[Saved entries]
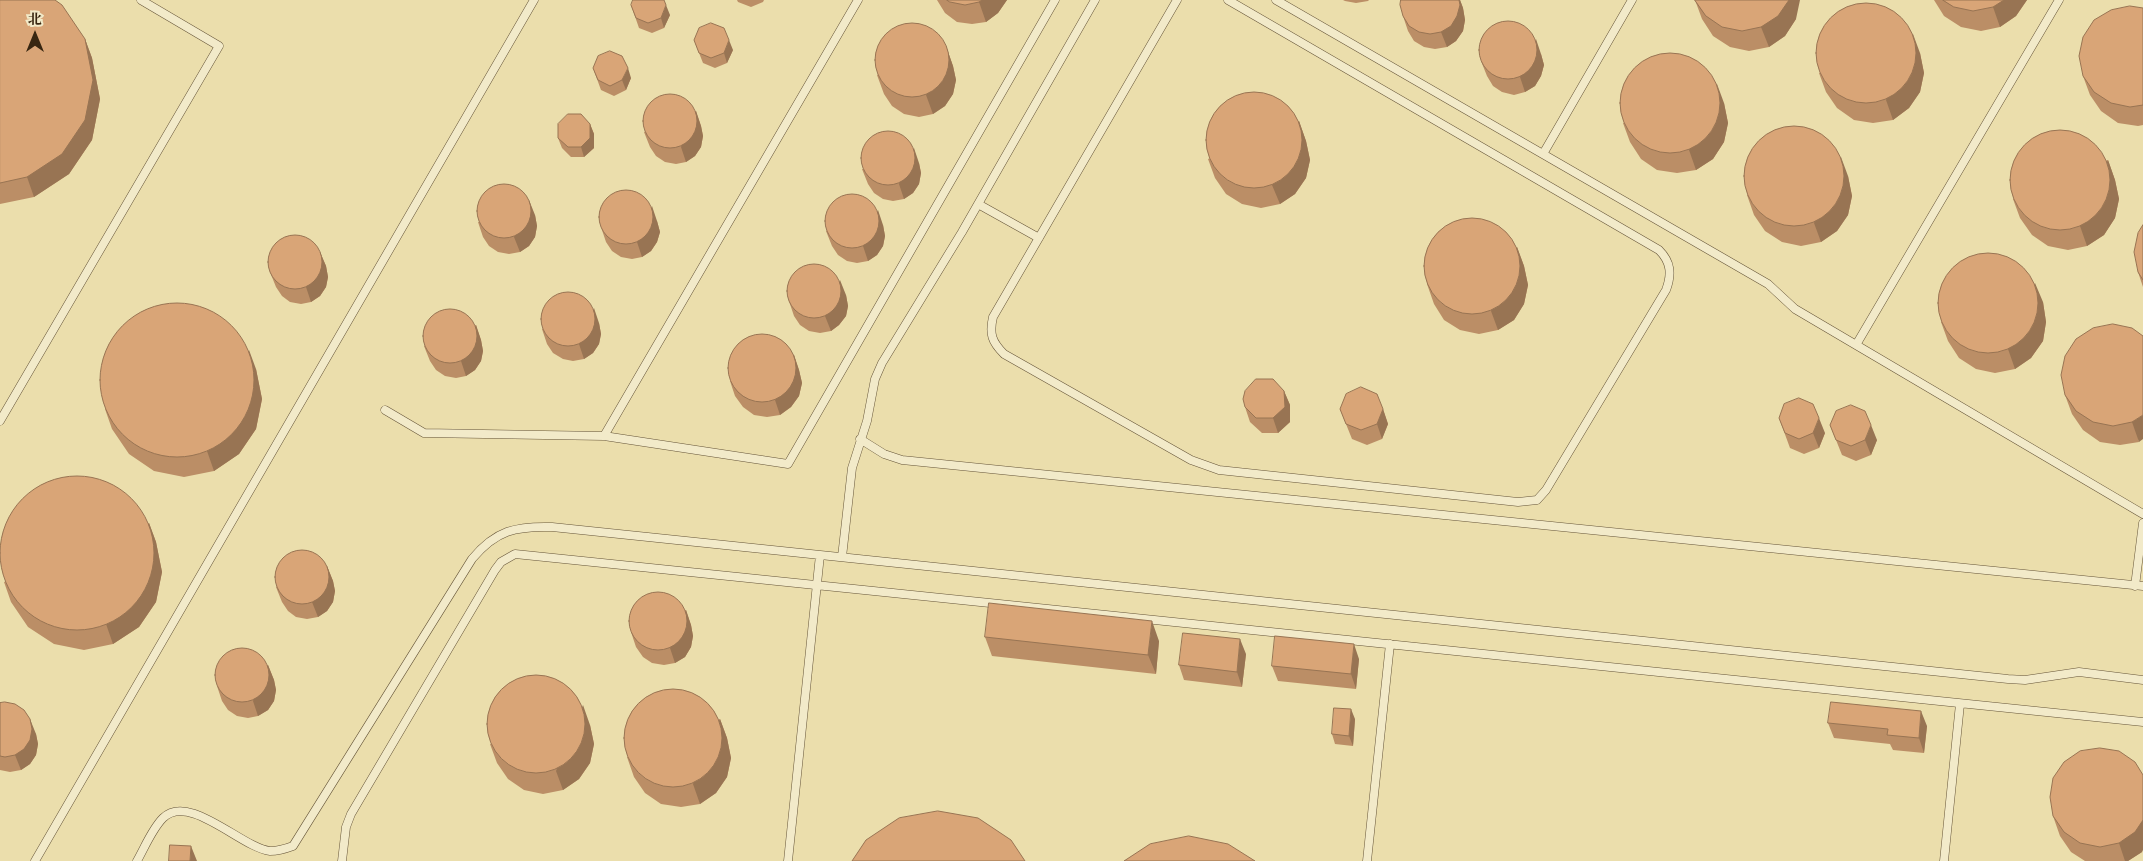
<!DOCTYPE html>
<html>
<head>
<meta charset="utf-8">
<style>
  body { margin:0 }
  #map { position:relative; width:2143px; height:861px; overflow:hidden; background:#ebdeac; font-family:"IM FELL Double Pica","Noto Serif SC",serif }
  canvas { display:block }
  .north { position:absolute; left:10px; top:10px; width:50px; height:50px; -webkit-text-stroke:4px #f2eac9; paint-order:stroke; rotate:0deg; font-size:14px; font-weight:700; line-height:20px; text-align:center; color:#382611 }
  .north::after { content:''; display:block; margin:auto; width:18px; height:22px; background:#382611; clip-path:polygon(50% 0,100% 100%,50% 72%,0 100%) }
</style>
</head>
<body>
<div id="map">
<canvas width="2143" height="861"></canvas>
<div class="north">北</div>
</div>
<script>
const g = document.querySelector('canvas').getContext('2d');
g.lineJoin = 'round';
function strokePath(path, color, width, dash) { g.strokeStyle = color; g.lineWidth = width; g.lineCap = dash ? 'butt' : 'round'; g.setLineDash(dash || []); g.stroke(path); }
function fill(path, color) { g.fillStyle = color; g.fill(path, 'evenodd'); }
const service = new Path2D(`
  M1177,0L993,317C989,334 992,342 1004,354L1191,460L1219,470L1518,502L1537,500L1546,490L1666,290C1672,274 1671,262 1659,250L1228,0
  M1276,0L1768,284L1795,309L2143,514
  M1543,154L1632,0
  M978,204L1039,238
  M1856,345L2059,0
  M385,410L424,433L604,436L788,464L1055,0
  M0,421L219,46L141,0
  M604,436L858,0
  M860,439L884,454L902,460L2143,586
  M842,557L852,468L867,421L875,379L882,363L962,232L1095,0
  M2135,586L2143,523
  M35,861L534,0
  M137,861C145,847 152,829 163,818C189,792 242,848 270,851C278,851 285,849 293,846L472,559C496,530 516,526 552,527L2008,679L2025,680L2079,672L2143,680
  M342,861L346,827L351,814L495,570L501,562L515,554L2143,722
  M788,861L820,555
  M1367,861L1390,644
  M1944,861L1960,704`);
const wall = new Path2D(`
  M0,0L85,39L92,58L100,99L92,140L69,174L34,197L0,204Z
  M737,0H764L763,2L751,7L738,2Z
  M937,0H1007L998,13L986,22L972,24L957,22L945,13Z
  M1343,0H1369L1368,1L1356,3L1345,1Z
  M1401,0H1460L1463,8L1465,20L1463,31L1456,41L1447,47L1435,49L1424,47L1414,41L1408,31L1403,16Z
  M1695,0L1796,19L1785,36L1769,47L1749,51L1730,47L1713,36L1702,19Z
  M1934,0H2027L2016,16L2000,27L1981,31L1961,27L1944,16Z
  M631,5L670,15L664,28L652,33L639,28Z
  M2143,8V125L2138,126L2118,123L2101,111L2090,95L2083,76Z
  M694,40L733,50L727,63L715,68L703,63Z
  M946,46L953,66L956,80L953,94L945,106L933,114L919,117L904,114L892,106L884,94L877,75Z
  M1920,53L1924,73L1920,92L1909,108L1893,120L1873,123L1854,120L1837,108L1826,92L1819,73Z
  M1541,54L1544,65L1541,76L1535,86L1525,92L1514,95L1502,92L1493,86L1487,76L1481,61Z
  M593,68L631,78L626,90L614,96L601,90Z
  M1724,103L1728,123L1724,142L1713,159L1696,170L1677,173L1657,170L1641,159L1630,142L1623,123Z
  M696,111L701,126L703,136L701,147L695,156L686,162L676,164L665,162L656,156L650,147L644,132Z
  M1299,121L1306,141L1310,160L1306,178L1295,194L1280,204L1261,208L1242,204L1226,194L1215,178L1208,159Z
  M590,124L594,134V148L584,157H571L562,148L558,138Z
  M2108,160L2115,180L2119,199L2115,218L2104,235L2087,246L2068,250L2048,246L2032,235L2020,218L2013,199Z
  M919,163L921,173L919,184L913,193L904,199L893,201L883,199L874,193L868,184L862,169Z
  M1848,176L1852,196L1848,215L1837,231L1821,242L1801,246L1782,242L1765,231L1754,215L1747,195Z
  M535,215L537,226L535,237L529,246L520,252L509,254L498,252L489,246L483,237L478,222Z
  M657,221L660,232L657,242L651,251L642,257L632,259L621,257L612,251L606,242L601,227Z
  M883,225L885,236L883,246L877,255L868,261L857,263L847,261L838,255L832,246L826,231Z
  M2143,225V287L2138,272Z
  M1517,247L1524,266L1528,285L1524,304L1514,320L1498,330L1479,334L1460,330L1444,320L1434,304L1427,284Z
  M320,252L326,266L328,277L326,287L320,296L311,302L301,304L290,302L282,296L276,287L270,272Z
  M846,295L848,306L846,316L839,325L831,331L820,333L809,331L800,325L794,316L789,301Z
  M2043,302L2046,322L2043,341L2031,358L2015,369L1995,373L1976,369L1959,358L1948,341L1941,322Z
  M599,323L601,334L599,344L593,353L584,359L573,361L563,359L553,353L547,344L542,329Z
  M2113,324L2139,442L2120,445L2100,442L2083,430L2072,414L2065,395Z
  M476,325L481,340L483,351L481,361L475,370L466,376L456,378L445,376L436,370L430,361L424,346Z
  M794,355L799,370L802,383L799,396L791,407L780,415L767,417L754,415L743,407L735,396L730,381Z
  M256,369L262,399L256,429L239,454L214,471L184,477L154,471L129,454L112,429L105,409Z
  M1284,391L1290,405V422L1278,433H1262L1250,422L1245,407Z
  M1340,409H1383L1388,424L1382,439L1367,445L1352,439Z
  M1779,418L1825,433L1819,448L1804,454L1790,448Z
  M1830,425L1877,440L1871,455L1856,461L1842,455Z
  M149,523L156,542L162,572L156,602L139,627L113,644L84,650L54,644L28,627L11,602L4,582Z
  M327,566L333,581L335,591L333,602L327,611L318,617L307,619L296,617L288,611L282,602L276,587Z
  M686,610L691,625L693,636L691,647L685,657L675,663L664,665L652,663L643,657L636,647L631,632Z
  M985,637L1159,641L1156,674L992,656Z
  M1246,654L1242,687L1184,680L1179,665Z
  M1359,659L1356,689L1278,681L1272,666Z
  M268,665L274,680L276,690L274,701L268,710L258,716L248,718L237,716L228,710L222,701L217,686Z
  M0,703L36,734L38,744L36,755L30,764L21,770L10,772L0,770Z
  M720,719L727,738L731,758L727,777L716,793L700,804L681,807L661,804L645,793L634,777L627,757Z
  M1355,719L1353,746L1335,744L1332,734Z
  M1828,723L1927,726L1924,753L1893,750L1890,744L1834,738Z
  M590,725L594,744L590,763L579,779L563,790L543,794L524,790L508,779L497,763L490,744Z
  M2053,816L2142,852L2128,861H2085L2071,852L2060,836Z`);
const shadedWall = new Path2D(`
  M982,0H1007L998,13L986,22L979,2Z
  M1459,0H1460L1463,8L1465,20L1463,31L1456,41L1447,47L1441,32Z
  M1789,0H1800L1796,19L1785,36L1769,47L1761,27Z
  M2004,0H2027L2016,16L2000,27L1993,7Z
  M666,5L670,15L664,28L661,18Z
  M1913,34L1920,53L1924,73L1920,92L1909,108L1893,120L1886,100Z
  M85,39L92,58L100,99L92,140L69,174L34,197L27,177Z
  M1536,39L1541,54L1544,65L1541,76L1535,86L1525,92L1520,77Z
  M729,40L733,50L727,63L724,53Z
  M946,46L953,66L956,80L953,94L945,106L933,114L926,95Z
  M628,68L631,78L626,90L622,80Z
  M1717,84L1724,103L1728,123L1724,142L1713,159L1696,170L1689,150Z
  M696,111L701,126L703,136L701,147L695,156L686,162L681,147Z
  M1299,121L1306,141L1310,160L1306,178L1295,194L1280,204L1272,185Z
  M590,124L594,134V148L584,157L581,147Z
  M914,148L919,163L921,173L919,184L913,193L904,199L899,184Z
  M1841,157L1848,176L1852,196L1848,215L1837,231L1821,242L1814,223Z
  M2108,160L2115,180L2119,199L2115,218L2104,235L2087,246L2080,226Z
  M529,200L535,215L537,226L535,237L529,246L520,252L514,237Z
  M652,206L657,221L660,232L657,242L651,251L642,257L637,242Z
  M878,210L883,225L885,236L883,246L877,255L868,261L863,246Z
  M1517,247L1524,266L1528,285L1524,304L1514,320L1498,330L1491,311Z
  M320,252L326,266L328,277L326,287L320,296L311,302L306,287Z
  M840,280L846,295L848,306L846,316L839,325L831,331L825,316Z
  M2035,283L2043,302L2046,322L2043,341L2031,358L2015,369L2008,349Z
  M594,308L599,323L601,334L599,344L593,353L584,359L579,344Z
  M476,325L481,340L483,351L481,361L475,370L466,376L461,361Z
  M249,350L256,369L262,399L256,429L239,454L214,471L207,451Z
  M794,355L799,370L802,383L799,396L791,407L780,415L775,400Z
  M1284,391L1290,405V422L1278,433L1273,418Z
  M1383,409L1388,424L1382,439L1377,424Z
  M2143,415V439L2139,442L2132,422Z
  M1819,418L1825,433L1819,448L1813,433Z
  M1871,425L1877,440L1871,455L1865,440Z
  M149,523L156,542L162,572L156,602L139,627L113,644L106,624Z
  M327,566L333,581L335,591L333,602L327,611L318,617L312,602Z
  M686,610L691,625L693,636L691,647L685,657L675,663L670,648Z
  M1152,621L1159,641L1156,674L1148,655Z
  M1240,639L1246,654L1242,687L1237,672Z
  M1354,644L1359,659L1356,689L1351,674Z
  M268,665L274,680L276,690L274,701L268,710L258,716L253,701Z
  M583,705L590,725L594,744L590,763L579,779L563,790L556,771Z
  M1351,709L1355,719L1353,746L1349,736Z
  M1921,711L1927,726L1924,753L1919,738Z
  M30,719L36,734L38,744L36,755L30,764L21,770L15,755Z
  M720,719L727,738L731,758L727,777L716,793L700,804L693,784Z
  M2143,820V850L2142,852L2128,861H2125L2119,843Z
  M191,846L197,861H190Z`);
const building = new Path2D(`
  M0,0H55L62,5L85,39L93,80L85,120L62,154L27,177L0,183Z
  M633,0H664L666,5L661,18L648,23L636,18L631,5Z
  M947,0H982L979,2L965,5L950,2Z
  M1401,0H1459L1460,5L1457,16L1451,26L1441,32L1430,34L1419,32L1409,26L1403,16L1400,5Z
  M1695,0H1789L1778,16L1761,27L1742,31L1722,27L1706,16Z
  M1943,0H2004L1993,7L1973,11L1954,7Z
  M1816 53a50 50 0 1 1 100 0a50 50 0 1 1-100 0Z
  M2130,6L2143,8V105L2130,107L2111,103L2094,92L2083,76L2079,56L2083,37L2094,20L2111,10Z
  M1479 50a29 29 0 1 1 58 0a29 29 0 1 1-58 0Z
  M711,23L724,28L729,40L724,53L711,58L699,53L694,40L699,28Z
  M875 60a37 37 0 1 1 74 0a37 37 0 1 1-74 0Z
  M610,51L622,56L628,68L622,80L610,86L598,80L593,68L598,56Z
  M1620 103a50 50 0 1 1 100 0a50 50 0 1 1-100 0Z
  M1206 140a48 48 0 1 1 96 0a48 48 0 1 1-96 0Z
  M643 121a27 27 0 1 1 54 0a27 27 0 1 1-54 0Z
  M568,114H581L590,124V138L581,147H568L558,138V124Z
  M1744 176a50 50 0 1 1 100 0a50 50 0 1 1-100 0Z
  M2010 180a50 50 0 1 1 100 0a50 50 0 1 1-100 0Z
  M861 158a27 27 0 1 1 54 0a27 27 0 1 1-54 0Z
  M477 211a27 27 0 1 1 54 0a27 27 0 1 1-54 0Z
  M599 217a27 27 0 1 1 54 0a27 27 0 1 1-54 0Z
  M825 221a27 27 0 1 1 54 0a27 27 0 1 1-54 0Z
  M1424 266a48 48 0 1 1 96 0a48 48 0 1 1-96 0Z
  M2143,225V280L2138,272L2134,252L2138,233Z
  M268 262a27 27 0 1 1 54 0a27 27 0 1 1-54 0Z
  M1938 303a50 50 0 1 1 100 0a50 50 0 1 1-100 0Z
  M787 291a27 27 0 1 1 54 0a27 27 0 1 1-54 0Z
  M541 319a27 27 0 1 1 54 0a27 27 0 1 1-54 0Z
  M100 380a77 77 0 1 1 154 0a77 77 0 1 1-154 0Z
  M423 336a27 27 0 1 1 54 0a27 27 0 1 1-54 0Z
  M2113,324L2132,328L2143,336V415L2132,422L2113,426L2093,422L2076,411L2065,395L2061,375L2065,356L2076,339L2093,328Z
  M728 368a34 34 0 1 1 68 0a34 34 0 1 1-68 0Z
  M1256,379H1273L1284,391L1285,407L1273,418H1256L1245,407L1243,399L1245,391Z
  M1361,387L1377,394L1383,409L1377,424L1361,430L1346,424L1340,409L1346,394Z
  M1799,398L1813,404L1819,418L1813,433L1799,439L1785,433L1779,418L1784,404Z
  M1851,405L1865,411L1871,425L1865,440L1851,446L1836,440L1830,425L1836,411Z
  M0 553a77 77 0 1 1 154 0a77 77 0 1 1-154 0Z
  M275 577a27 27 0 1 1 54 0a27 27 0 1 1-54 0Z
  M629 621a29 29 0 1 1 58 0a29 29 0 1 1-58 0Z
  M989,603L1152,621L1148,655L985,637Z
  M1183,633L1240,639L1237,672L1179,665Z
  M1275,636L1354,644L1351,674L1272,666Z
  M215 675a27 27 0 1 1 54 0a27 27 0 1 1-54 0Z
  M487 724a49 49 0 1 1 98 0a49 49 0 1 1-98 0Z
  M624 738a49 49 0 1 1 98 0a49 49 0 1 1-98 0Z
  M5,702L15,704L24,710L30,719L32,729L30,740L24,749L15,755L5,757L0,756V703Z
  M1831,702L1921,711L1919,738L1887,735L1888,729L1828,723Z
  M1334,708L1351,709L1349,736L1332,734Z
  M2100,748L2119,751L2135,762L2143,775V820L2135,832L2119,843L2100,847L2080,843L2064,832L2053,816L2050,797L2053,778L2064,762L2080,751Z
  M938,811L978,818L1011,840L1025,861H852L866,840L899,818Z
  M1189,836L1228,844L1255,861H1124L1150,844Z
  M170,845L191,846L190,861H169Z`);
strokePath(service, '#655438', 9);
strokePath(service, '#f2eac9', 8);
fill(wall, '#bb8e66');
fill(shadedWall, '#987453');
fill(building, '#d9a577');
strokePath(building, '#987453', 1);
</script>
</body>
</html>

## WORK ORDER
Among the lines above, please find those with "canvas" and copy them.

## RESULT OF THIS EXERCISE
  canvas { display:block }
<canvas width="2143" height="861"></canvas>
const g = document.querySelector('canvas').getContext('2d');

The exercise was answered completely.